Uninstall#
To remove the operator and related resources, you need to follow specific sequence to remove them.
DeviceConfig
custom resourcesHelm Charts or OLM bundle
Custom resource definition
Uninstall Custom Resource#
To delete the Deviceconfig
, you can use either one of the methods:
use existing YAML file:
kubectl delete -f deviceconfigs.yaml
query the cluster and delete by resource metadata:
kubectl delete deviceconfigs <your-deviceconfig-name> -n kube-amd-gpu
simply remove all deviceconfigs in the namespace:
kubectl delete deviceconfigs --all -n kube-amd-gpu
Once the deletion was triggered, if out-of-tree driver was previously installed by AMD GPU operator, it will trigger KMM to send worker pods to selected nodes and start to unload the amdgpu
kernel module.
The delete request won’t finish immediately, instead it will wait for the unload confirmation from all selected worker nodes, then finish the deletion of the DeviceConfig
resource.
If delete request gets stuck for too long, you may need to check the status of KMM worker pods, if any error happened please check the worker pod error logs:
kubectl logs kmm-worker -n kube-amd-gpu
or refer to Troubleshooting document to find the solution.
Uninstall Helm Charts#
helm uninstall amd-gpu-operator -n kube-amd-gpu
By default the helm uninstall command will call a pre-delete hook to check if there is any DeviceConfig
custom resources existing in the cluster.
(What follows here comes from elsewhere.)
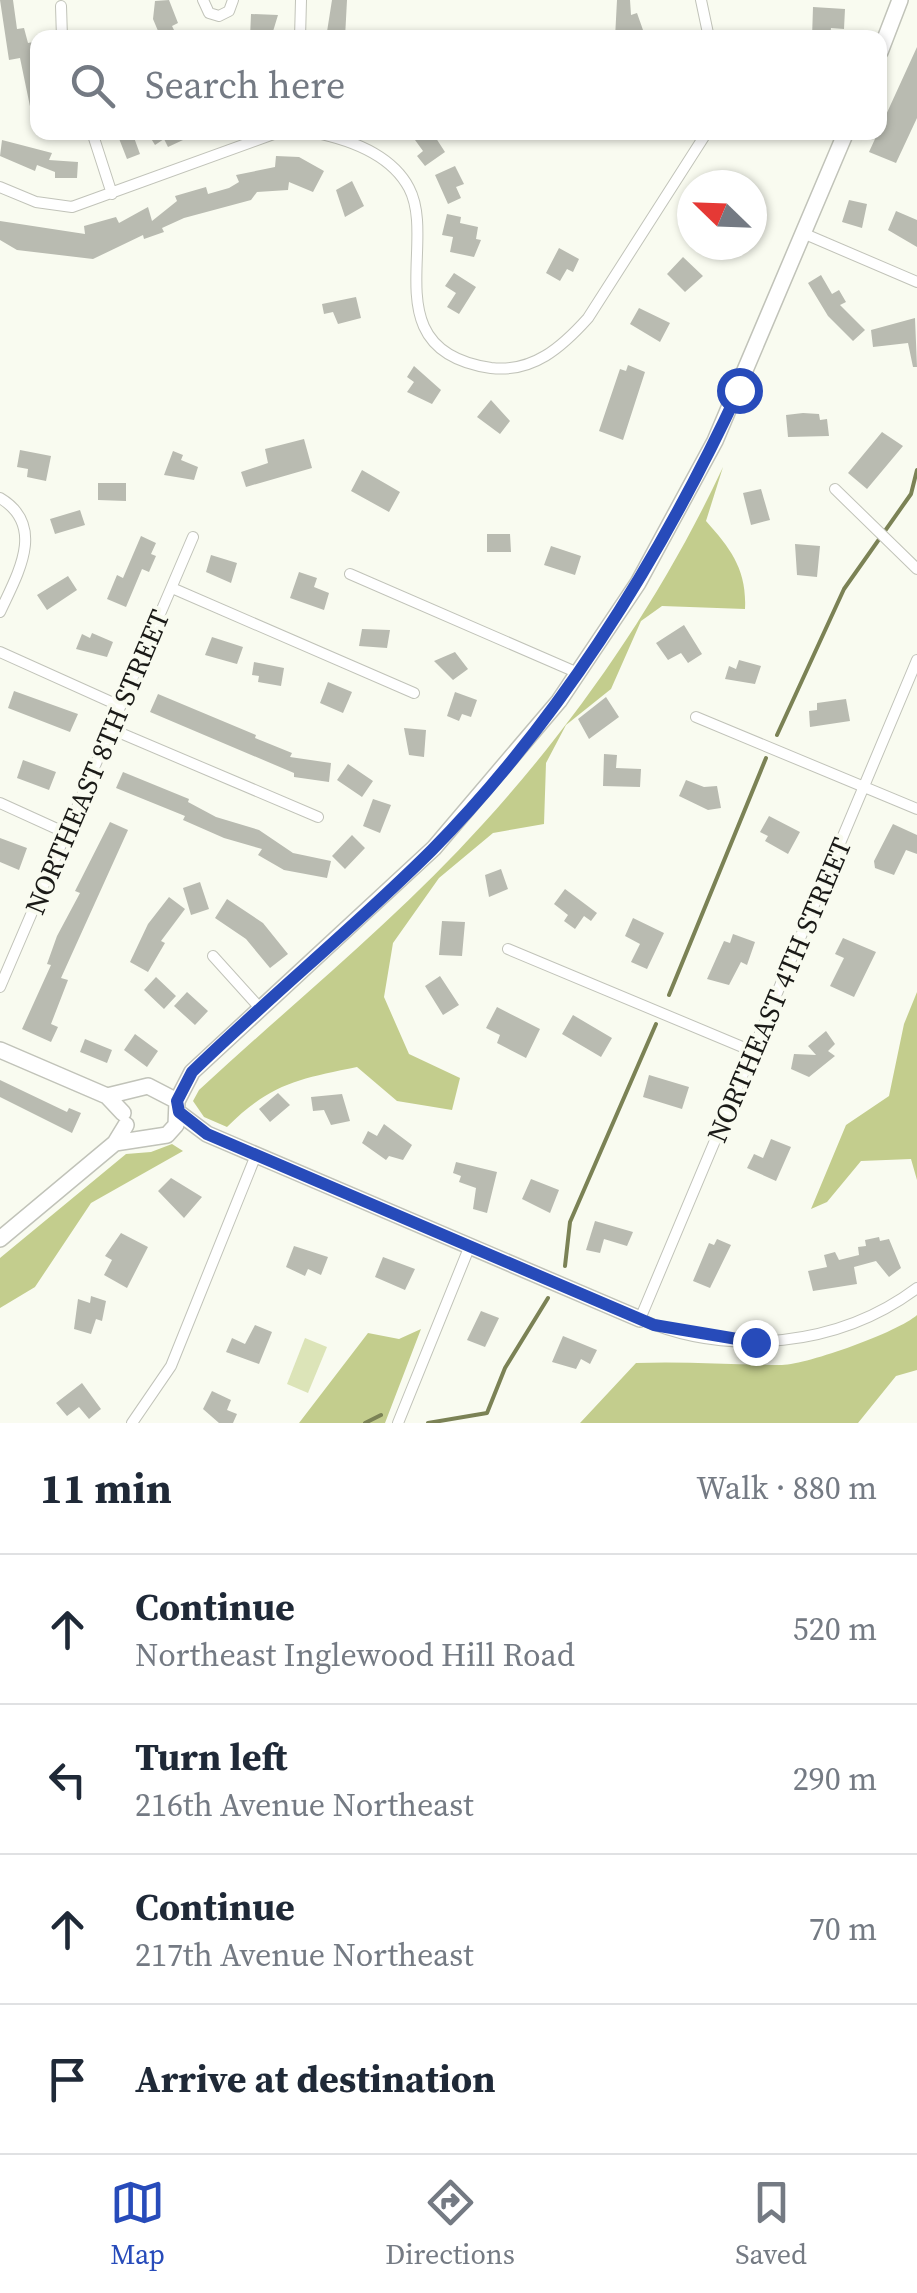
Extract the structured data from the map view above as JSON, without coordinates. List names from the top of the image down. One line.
{"streets":{"street":["NORTHEAST 8TH STREET","NORTHEAST 4TH STREET"]},"north":"top left","page":{"search":"Search here","heading":["11 min","Walk · 880 m"],"list":[["Continue","Northeast Inglewood Hill Road","520 m"],["Turn left","216th Avenue Northeast","290 m"],["Continue","217th Avenue Northeast","70 m"],"Arrive at destination"],"nav":["Map","Directions","Saved"]}}
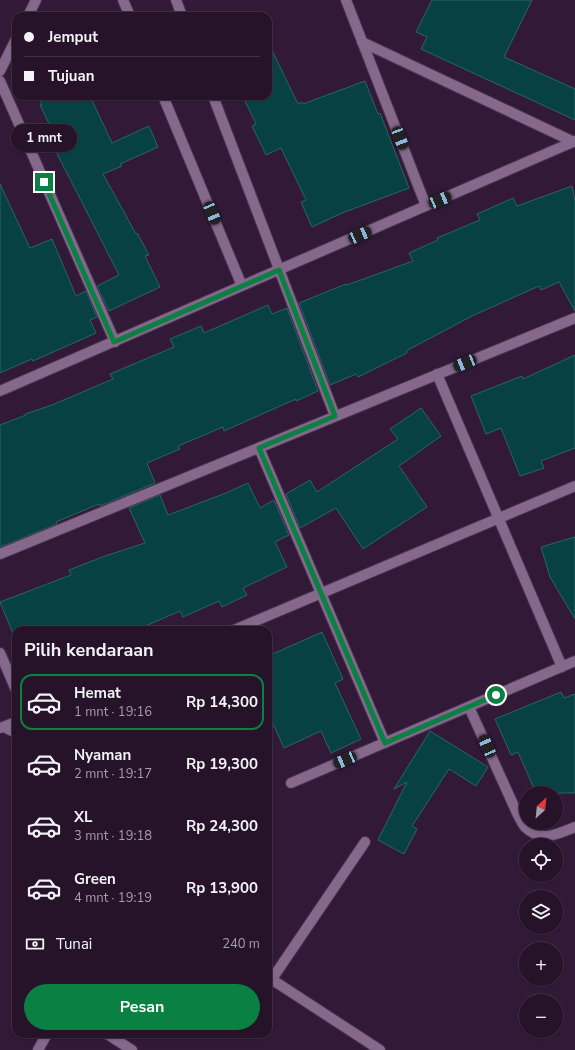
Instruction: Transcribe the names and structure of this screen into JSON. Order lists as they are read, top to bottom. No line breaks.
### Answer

If you forget to remove all the DeviceConfig
custom resources, the pre-delete hook will stop the helm uninstall process. In that situation, please delete all existing DeviceConfig
.
Note
The pre-delete hook is using the operator controller image to run kubectl for checking existing DeviceConfig
, if you want to skip the pre-delete hook, you can run helm uninstall command with --no-hooks
option, in that way the Helm Charts will be immediately uninstalled but may have risk that some DeviceConfig
resources still remain in the cluster.
Uninstall Custom Resource Definition#
By default Helm Charts won’t uninstall the CRDs for users, so you may need to manually clean up CRDs after uninstalling the Helm Charts. To list all existing CRDs, run this command:
$ kubectl get crds
NAME CREATED AT
certificaterequests.cert-manager.io 2024-08-20T00:29:12Z
certificates.cert-manager.io 2024-08-20T00:29:12Z
challenges.acme.cert-manager.io 2024-08-20T00:29:12Z
clusterissuers.cert-manager.io 2024-08-20T00:29:12Z
deviceconfigs.amd.com 2024-10-29T19:39:37Z
issuers.cert-manager.io 2024-08-20T00:29:12Z
modules.kmm.sigs.x-k8s.io 2024-10-29T19:39:37Z
nodefeaturegroups.nfd.k8s-sigs.io 2024-10-29T19:39:37Z
nodefeaturerules.nfd.k8s-sigs.io 2024-10-29T19:39:37Z
nodefeatures.nfd.k8s-sigs.io 2024-10-29T19:39:37Z
nodemodulesconfigs.kmm.sigs.x-k8s.io 2024-10-29T19:39:37Z
orders.acme.cert-manager.io 2024-08-20T00:29:12Z
preflightvalidations.kmm.sigs.x-k8s.io 2024-10-29T22:53:39Z
then use kubectl to delete CRDs that need to be deleted:
kubectl delete crds deviceconfigs.amd.com
Warning
Carefully evaluate the impact of removing all CRDs. If the CRDs of cert-manager, NFD or KMM are being used by operators other than AMD GPU operator, deleting those CRDs may affect other operators.